In an atom we have a nucleus which is the central part of the atom
which we'll be discussing in more detail later on,
but this nucleus has protons as well as neutrons.
Orbiting this nucleus we have what are called electrons
which are very tiny, tiny bits of matter
which have negative charge as opposed to the protons in the center of the atom
in the nucleus which have a positive charge.
We describe this charge in a very similar way which we described mass.
We'll see some analogies between these two as we go forward.
We describe the charge with a symbol, q, instead of m for mass.
We measure in units of Coulombs and we use the letter C, a capital letter C,
as the abbreviation for the unit of coulombs.
This electric charge is basically trying to measure
how strongly an object experiences an electrical force
when it's in the presence of other charged objects.
For the electron, what we have is q, the charge of the electron,
with a little letter e written below the q to indicate that we're talking about an electron.
The charge of the electron is minus, it's a negative charge, and this is just by convention.
There's nothing about the physics of nature that requires us to call a positive or a negative charge that way.
It could have been the other way around
but for historical reasons the electron is called a negative charge
and the value of this negative charge is represented with a letter e
and the magnitude of that letter e is very small for one electron
and it is 1.6 times 10 to the minus 19th power coulombs.

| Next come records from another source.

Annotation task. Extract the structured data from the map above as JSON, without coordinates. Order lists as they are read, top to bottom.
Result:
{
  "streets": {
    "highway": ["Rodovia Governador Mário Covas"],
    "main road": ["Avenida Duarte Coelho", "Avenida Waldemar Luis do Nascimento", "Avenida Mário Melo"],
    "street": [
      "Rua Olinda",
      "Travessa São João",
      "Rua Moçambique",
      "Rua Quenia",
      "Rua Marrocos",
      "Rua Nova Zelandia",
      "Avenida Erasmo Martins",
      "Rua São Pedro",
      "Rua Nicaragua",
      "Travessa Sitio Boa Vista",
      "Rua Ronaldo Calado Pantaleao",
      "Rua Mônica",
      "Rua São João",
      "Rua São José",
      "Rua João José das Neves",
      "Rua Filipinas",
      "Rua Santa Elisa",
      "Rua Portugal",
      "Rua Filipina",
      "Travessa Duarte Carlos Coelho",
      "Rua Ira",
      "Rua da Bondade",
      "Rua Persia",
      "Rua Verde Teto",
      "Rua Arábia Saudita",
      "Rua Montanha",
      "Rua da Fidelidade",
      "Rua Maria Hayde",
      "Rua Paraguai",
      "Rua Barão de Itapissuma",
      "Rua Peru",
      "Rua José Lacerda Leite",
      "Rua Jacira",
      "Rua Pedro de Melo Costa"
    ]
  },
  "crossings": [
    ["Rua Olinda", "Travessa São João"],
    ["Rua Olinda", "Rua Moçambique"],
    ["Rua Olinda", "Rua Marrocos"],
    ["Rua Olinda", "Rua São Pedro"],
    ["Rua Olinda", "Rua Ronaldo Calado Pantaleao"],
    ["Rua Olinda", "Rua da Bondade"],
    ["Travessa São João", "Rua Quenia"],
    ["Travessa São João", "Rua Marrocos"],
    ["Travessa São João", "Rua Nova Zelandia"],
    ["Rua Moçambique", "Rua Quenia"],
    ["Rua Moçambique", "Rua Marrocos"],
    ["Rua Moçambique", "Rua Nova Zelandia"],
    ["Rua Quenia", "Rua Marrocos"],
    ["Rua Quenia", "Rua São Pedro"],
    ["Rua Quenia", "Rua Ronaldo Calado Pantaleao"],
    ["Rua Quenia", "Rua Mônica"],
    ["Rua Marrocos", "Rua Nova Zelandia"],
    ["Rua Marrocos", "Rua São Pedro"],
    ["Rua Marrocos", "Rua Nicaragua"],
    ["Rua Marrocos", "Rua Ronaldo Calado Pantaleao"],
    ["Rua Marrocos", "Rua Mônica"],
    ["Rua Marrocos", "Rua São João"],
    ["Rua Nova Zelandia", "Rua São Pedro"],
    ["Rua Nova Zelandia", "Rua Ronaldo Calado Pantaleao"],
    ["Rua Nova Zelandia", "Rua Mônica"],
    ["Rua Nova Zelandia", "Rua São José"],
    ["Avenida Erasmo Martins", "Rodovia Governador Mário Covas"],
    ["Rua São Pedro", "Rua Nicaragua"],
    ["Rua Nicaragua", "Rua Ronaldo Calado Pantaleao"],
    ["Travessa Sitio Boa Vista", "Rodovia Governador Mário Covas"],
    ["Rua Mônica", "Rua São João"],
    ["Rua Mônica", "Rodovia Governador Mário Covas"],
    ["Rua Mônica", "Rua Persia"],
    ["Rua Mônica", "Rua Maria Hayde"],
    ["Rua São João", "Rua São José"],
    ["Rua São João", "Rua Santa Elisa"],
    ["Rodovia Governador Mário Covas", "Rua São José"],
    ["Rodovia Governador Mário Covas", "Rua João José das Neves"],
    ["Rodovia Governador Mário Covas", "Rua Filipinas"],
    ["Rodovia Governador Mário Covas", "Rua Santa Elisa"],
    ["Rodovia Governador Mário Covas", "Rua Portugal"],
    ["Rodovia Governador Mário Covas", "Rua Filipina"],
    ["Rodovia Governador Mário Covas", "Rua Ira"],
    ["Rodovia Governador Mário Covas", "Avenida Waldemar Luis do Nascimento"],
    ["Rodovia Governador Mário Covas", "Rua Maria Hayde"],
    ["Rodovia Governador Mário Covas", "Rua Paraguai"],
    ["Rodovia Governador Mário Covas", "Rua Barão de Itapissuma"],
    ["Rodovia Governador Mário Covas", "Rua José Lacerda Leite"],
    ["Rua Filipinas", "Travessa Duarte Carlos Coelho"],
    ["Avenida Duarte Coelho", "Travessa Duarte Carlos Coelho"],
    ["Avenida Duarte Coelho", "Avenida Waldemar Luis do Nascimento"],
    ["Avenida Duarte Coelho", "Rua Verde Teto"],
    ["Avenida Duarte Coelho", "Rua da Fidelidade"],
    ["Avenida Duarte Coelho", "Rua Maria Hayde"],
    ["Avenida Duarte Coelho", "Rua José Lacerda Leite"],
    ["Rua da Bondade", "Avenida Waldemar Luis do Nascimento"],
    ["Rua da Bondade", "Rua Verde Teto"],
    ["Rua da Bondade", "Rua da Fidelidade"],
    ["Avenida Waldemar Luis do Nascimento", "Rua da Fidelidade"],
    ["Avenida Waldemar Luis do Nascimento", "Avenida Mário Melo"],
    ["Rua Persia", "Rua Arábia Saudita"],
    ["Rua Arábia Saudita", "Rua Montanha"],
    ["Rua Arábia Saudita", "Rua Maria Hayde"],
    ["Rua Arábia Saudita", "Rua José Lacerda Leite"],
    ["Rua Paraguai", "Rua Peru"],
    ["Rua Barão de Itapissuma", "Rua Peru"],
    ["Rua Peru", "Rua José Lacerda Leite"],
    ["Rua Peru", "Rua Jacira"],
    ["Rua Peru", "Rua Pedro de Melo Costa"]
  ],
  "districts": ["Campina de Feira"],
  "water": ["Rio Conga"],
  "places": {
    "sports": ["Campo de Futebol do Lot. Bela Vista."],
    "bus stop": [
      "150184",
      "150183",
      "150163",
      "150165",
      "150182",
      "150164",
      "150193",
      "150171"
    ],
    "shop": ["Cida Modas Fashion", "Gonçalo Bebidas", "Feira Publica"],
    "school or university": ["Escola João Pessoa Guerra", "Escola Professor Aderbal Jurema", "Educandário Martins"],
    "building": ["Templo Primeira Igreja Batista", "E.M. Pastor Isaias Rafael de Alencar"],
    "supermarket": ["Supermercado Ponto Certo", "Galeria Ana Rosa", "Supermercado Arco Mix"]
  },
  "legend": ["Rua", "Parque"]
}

Protons have a positive charge but it turns out the magnitude of this number is exactly the same.
It's also 1.6 times 10 to the minus 19.
So electrons and protons have the same charge
even though they have very different sizes and therefore very different masses.
So, keep that in mind as we go forward that these charges are the same
having the same magnitude but one is negative and the other one is positive.
The last nucleon, the last object in the nucleus which is the neutron,
has no charge at all which is actually why we call it the neutron,
It is a neutral object and will not experience any of these electrical forces.
With these electron, proton, and neutron that we just described,
we can talk about the overall charge of an atom which is composed of more than one of these.
So, suppose we have a single proton in the center like this and it has orbiting it an electron,
this would be a hydrogen atom because it has one proton in the center
but because it has an electron orbiting it
and because we said that the electron and the proton are equal charges in magnitude
but opposite, one is positive and the other one is negative,
we say that the charge of this hydrogen atom is zero.
It's a neutral hydrogen atom again because the charges are opposite.
If we added an electron for some reason,
if it adopted an electron because of its environment,
we would say that it is now negatively charged
because it has two negative charges while only having the one positive charge from the proton.
We have a name for charges like this which are anions.
We say a negatively charged ion is an anion.
One easy way to remember this might be to think of it as 'A negative ion.'
It is an anion. On the other hand we could have the opposite thing happen maybe your atom,
this hydrogen atom, loses one electron.
In that case it no longer has any electrons while it still has this positive proton charge.
If that's the case then the net charge of the atom as a whole
is now positive and we give it a different name which is a cation rather than an anion.
We only have the mnemonic for an anion so that one might be easier to remember
and just always remember the cation is the opposite. It's positively charged.
There are few very important things to know about charge.
One is that charge is quantized.
What we mean by that is you cannot have a half of an electric charge or a 1.5 electric charges.
You have to come in discrete quantized units of charge.
Also, the charge must be an integer of this basic value that we saw which is e,
that very tiny number of the charge of the electron and the charge of the proton.
Finally, the total charge is conserved.
This charge can't disappear anywhere
and nor can charge just come from somewhere in a given closed system.